[[ Extracted entries, beginning ]]

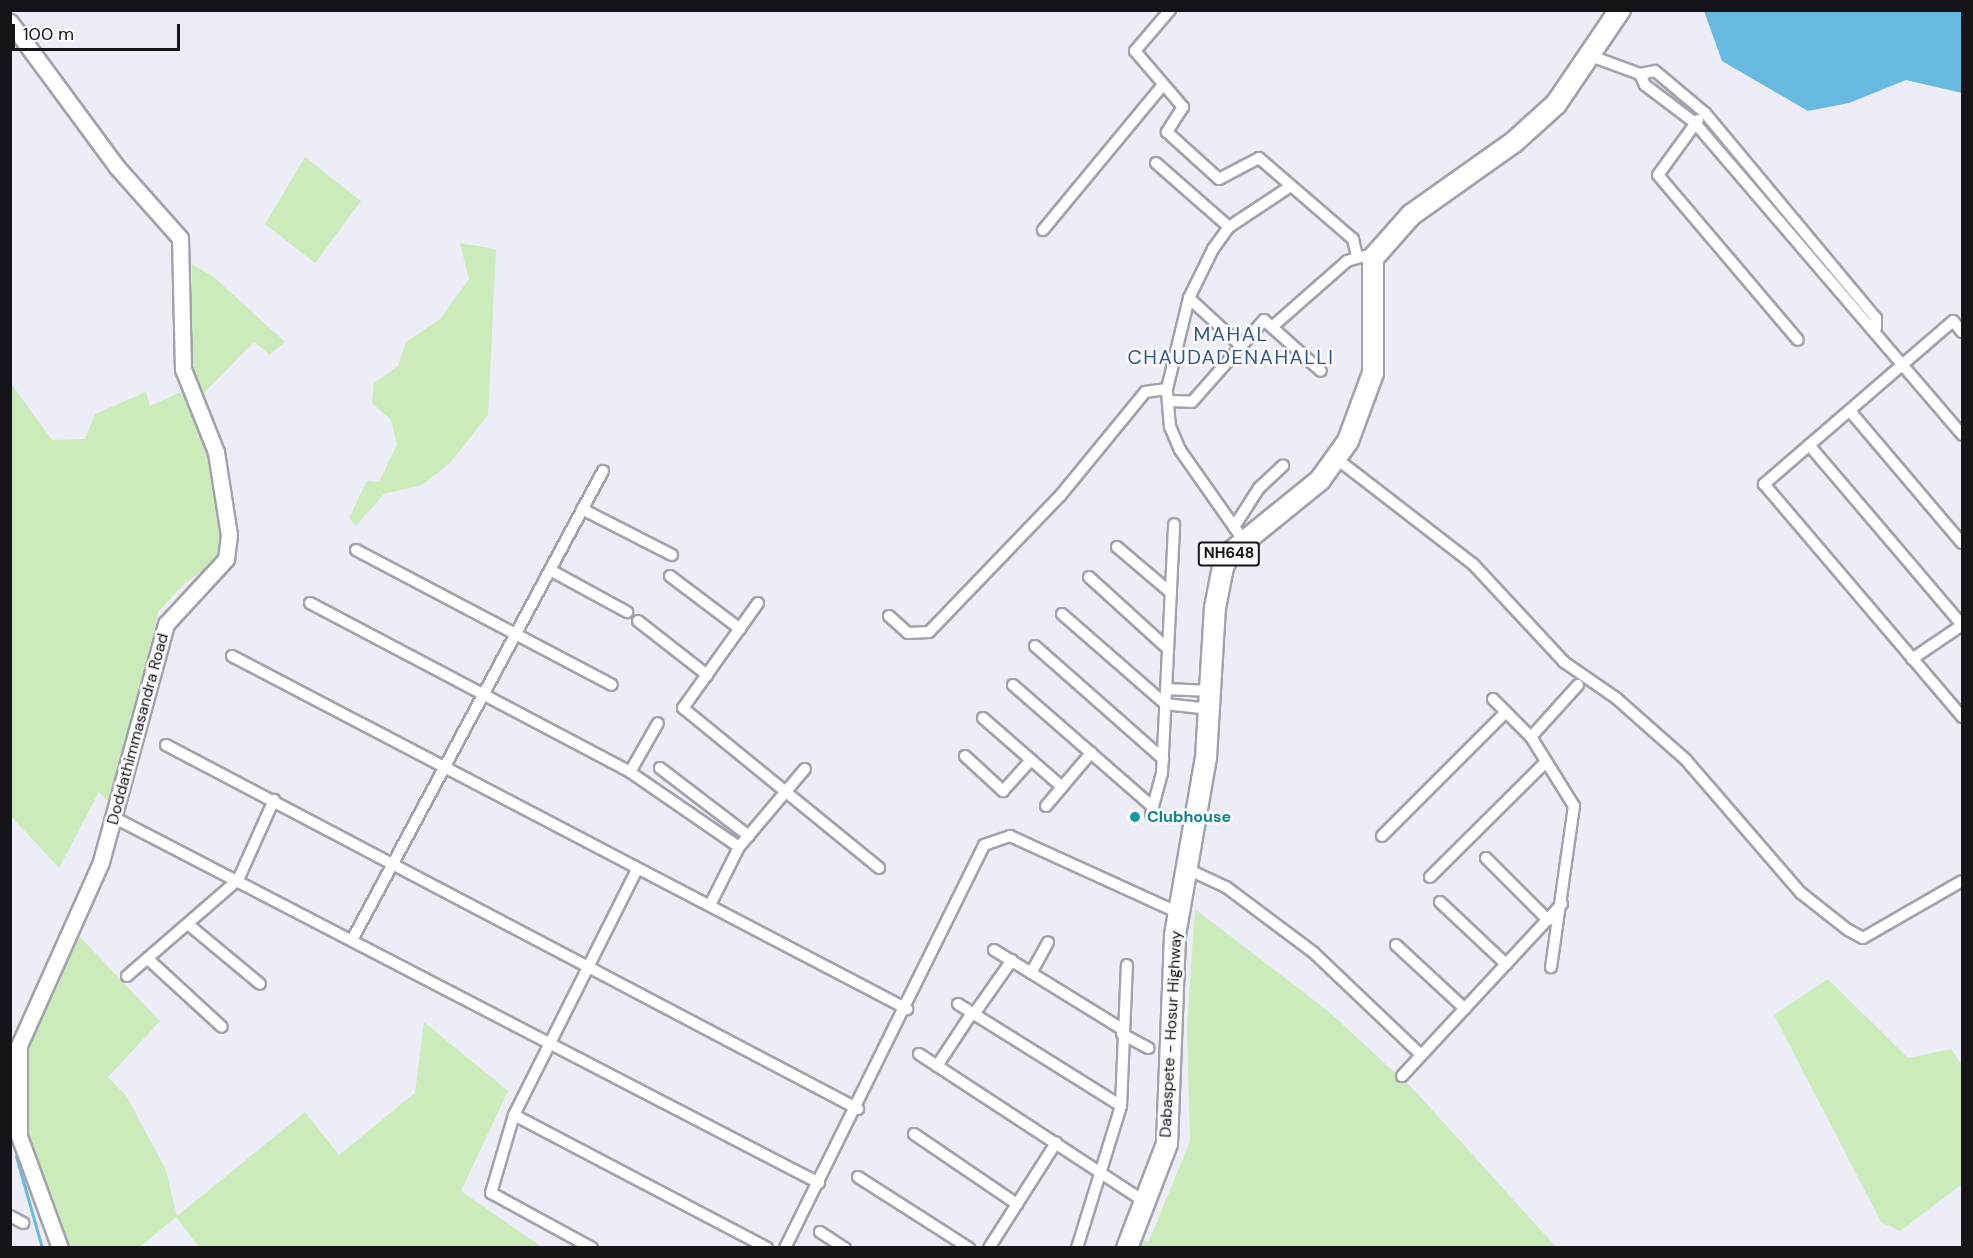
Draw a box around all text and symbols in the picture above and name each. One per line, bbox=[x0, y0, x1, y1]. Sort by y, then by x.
scale bar bbox=[15, 12, 183, 50]
text: 100 m bbox=[23, 22, 74, 46]
district label: MAHAL CHAUDADENAHALLI bbox=[1127, 322, 1335, 369]
road number: NH648 bbox=[1198, 542, 1260, 566]
street label: Doddathimmasandra Road bbox=[103, 631, 173, 827]
place label: Clubhouse bbox=[1147, 807, 1231, 827]
marker: Clubhouse bbox=[1128, 810, 1142, 824]
street label: Dabaspete - Hosur Highway bbox=[1156, 930, 1186, 1138]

[[ Extracted entries, end ]]

Work item:
Reproduce the preceding material exactly, skipping pictures.

Output for this exercise:
Draw a box around all text and symbols in the picture above and name each. One per line, bbox=[x0, y0, x1, y1]. Sort by y, then by x.
scale bar bbox=[15, 12, 183, 50]
text: 100 m bbox=[23, 22, 74, 46]
district label: MAHAL CHAUDADENAHALLI bbox=[1127, 322, 1335, 369]
road number: NH648 bbox=[1198, 542, 1260, 566]
street label: Doddathimmasandra Road bbox=[103, 631, 173, 827]
place label: Clubhouse bbox=[1147, 807, 1231, 827]
marker: Clubhouse bbox=[1128, 810, 1142, 824]
street label: Dabaspete - Hosur Highway bbox=[1156, 930, 1186, 1138]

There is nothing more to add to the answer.